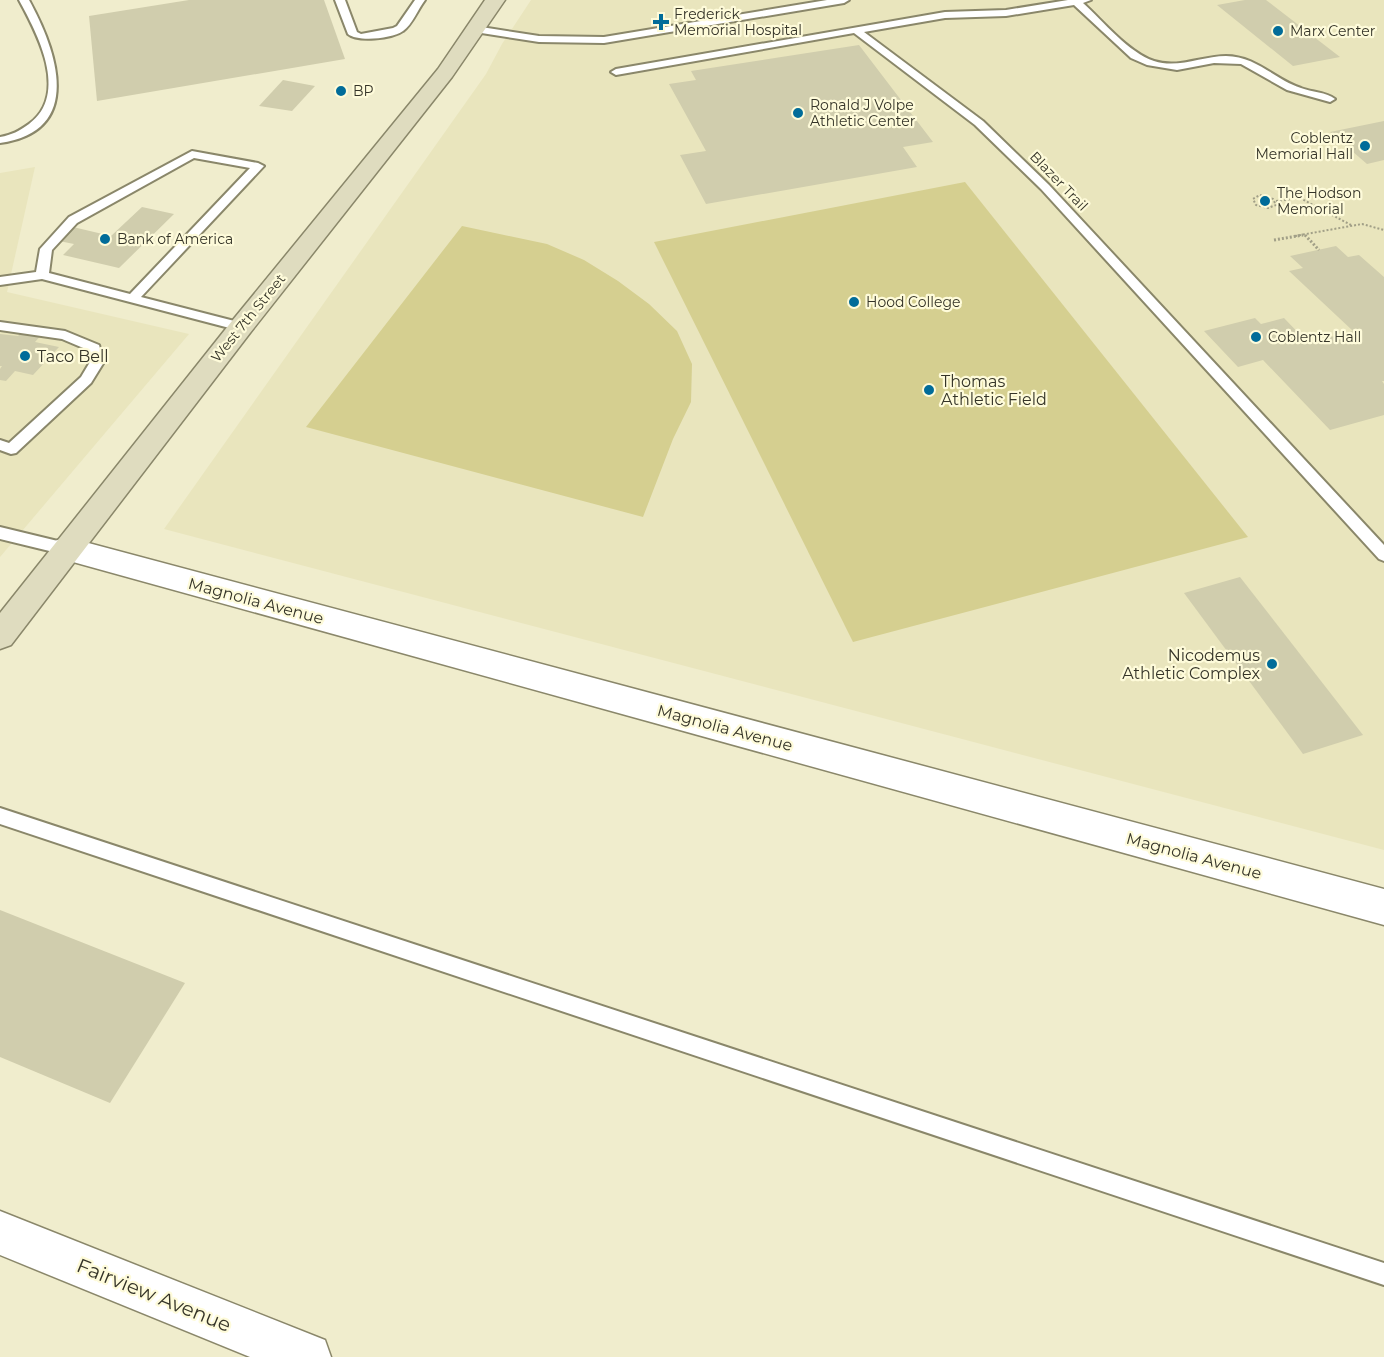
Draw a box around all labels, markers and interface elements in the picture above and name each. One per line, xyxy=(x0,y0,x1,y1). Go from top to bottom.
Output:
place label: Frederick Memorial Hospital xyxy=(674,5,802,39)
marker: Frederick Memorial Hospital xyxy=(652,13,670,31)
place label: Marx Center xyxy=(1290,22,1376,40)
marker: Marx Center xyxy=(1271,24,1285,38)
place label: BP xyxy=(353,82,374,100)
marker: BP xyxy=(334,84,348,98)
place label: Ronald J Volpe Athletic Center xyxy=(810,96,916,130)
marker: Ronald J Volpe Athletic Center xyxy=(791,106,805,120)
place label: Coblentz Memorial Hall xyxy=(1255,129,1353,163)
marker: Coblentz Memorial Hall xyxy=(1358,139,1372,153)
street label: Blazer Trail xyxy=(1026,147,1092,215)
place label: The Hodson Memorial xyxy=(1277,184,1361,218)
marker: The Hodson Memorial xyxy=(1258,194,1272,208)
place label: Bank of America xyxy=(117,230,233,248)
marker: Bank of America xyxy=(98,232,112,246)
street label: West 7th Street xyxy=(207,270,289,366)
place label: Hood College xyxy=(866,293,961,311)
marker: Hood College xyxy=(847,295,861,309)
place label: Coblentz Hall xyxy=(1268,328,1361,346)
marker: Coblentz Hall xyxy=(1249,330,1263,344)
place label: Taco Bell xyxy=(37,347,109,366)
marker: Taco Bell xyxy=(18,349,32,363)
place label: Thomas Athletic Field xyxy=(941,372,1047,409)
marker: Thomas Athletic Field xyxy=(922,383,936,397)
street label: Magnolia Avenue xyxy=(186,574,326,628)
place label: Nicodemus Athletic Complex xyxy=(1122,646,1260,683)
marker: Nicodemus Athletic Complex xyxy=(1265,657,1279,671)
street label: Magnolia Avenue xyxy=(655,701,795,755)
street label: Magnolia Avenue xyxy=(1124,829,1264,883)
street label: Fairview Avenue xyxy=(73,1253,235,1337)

=======

## Exercise details
Output all of the data exactly as it stands, minus any images.

## Answer to this task
Draw a box around all labels, markers and interface elements in the picture above and name each. One per line, xyxy=(x0,y0,x1,y1). Go from top to bottom.
Output:
place label: Frederick Memorial Hospital xyxy=(674,5,802,39)
marker: Frederick Memorial Hospital xyxy=(652,13,670,31)
place label: Marx Center xyxy=(1290,22,1376,40)
marker: Marx Center xyxy=(1271,24,1285,38)
place label: BP xyxy=(353,82,374,100)
marker: BP xyxy=(334,84,348,98)
place label: Ronald J Volpe Athletic Center xyxy=(810,96,916,130)
marker: Ronald J Volpe Athletic Center xyxy=(791,106,805,120)
place label: Coblentz Memorial Hall xyxy=(1255,129,1353,163)
marker: Coblentz Memorial Hall xyxy=(1358,139,1372,153)
street label: Blazer Trail xyxy=(1026,147,1092,215)
place label: The Hodson Memorial xyxy=(1277,184,1361,218)
marker: The Hodson Memorial xyxy=(1258,194,1272,208)
place label: Bank of America xyxy=(117,230,233,248)
marker: Bank of America xyxy=(98,232,112,246)
street label: West 7th Street xyxy=(207,270,289,366)
place label: Hood College xyxy=(866,293,961,311)
marker: Hood College xyxy=(847,295,861,309)
place label: Coblentz Hall xyxy=(1268,328,1361,346)
marker: Coblentz Hall xyxy=(1249,330,1263,344)
place label: Taco Bell xyxy=(37,347,109,366)
marker: Taco Bell xyxy=(18,349,32,363)
place label: Thomas Athletic Field xyxy=(941,372,1047,409)
marker: Thomas Athletic Field xyxy=(922,383,936,397)
street label: Magnolia Avenue xyxy=(186,574,326,628)
place label: Nicodemus Athletic Complex xyxy=(1122,646,1260,683)
marker: Nicodemus Athletic Complex xyxy=(1265,657,1279,671)
street label: Magnolia Avenue xyxy=(655,701,795,755)
street label: Magnolia Avenue xyxy=(1124,829,1264,883)
street label: Fairview Avenue xyxy=(73,1253,235,1337)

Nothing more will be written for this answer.